What to do:
When you find the line with "Task: Dump the" among the records below, reproduce it and each line after it exactly, ending with the line with "Map reading. Summarize".

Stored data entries

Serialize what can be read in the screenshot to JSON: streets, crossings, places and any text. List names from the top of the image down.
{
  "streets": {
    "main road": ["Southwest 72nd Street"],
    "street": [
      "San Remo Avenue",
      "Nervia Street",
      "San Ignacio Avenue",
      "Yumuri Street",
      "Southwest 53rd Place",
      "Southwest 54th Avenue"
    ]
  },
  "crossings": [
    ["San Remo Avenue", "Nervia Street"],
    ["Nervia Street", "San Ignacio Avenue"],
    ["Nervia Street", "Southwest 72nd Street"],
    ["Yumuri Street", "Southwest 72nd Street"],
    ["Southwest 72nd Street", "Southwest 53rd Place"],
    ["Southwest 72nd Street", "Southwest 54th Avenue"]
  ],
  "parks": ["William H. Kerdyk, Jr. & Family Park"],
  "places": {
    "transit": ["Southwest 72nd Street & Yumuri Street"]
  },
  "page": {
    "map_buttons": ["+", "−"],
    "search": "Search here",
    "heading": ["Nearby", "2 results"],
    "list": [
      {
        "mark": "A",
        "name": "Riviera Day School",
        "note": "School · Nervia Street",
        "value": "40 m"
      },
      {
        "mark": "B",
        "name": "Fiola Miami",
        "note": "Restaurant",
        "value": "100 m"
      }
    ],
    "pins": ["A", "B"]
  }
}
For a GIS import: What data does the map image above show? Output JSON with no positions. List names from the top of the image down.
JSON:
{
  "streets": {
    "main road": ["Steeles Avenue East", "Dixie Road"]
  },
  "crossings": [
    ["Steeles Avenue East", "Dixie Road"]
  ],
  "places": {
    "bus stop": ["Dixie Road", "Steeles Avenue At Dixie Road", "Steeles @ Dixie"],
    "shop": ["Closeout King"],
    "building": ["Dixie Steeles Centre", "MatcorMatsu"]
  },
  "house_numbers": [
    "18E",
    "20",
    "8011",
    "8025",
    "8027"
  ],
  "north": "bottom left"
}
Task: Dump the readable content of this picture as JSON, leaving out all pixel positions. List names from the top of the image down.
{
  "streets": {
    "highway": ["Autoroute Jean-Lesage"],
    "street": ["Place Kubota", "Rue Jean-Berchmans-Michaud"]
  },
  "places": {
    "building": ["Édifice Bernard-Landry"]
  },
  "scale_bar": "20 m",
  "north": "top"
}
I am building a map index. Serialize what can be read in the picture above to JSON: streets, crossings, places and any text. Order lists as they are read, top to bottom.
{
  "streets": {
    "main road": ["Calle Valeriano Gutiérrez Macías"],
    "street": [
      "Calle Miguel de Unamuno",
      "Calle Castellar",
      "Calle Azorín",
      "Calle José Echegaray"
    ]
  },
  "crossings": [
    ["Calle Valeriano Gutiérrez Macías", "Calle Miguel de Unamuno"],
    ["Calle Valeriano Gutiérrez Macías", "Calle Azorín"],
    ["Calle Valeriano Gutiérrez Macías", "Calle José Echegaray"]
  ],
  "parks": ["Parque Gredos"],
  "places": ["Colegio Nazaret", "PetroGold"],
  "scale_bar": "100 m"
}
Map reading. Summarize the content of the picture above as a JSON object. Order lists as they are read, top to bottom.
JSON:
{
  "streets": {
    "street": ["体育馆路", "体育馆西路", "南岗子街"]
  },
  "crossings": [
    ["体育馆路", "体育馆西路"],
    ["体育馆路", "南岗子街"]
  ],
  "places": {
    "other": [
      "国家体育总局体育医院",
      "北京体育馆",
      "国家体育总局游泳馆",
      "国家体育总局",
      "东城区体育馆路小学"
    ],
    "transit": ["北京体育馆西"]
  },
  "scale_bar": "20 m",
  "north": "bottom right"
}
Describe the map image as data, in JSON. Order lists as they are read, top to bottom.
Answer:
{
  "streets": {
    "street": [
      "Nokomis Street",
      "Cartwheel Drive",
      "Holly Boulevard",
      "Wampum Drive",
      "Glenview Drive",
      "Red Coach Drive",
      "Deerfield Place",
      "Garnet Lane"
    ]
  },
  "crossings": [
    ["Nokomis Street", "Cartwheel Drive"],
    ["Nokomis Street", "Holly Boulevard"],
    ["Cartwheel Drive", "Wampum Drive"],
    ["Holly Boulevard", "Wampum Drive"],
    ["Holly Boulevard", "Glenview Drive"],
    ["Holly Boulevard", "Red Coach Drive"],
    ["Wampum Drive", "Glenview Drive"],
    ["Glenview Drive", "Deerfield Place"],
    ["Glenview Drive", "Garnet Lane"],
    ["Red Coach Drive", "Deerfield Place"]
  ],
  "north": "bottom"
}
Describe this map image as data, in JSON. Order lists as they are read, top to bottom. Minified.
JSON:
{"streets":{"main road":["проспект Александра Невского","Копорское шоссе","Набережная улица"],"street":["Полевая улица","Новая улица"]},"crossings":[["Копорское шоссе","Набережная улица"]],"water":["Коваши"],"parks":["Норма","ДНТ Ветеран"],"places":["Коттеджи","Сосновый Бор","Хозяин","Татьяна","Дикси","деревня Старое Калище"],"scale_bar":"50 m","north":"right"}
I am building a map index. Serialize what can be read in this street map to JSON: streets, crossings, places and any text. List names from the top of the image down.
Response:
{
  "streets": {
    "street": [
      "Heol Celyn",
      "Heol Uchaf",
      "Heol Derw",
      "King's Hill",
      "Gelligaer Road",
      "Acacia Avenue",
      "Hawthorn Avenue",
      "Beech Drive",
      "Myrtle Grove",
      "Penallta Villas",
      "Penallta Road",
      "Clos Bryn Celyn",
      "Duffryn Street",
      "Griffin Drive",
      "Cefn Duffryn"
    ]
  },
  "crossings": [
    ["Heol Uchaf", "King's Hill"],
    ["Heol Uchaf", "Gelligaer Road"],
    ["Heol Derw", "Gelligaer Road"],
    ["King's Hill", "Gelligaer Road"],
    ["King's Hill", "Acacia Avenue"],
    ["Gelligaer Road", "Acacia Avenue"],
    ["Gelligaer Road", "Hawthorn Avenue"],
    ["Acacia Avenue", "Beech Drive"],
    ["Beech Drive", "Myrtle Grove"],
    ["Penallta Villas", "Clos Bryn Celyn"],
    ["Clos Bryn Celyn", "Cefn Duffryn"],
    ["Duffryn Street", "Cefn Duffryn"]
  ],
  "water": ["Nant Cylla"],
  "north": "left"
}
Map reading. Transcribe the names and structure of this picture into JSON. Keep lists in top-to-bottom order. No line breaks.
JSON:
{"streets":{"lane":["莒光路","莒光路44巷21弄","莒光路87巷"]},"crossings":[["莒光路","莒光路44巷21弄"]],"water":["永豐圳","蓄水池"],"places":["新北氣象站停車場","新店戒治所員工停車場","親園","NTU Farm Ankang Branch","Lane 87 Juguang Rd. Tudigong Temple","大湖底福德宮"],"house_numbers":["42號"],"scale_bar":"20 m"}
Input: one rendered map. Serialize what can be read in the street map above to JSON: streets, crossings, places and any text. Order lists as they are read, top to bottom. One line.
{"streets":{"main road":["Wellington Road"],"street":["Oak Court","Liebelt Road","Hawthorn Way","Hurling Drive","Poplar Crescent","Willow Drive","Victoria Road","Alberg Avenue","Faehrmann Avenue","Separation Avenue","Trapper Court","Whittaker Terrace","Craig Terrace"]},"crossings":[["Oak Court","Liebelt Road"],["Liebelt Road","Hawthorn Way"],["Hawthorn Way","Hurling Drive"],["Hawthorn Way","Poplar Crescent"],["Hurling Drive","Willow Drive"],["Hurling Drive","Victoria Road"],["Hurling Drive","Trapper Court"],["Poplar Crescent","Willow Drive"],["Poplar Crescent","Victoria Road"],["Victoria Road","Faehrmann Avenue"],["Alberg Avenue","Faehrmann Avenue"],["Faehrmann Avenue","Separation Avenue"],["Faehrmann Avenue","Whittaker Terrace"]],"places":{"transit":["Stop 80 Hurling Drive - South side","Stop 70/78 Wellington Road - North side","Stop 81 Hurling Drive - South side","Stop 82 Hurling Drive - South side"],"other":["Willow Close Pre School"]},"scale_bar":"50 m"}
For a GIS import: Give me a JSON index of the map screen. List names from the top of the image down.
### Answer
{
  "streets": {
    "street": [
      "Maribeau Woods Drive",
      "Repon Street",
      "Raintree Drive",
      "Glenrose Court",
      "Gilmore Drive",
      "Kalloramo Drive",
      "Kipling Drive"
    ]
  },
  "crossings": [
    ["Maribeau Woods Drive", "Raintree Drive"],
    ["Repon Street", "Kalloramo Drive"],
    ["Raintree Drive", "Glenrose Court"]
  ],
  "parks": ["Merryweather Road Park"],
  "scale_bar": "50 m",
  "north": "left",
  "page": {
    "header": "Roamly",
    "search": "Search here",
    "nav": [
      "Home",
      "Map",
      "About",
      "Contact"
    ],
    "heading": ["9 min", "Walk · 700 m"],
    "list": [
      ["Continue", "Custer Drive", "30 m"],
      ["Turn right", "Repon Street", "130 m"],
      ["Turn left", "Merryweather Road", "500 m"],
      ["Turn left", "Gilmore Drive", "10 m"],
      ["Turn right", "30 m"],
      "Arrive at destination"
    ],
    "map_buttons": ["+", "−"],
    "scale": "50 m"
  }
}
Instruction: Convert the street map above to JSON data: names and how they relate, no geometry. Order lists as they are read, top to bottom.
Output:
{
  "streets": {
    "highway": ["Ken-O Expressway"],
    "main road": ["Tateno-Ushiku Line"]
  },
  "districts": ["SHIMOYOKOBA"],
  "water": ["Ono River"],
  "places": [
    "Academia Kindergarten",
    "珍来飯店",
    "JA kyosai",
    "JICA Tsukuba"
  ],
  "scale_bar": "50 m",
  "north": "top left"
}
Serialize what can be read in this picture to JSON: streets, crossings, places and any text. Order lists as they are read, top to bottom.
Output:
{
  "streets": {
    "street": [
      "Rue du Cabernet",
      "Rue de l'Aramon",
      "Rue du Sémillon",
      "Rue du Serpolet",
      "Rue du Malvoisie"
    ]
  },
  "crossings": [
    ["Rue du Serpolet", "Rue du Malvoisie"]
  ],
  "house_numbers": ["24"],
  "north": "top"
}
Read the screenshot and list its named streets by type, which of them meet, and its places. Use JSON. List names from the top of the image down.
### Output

Output for this task:
Task: Dump the readable content of this picture as JSON, leaving out all pixel positions. List names from the top of the image down.
{
  "streets": {
    "highway": ["Autoroute Jean-Lesage"],
    "street": ["Place Kubota", "Rue Jean-Berchmans-Michaud"]
  },
  "places": {
    "building": ["Édifice Bernard-Landry"]
  },
  "scale_bar": "20 m",
  "north": "top"
}
I am building a map index. Serialize what can be read in the picture above to JSON: streets, crossings, places and any text. Order lists as they are read, top to bottom.
{
  "streets": {
    "main road": ["Calle Valeriano Gutiérrez Macías"],
    "street": [
      "Calle Miguel de Unamuno",
      "Calle Castellar",
      "Calle Azorín",
      "Calle José Echegaray"
    ]
  },
  "crossings": [
    ["Calle Valeriano Gutiérrez Macías", "Calle Miguel de Unamuno"],
    ["Calle Valeriano Gutiérrez Macías", "Calle Azorín"],
    ["Calle Valeriano Gutiérrez Macías", "Calle José Echegaray"]
  ],
  "parks": ["Parque Gredos"],
  "places": ["Colegio Nazaret", "PetroGold"],
  "scale_bar": "100 m"
}
Map reading. Summarize the content of the picture above as a JSON object. Order lists as they are read, top to bottom.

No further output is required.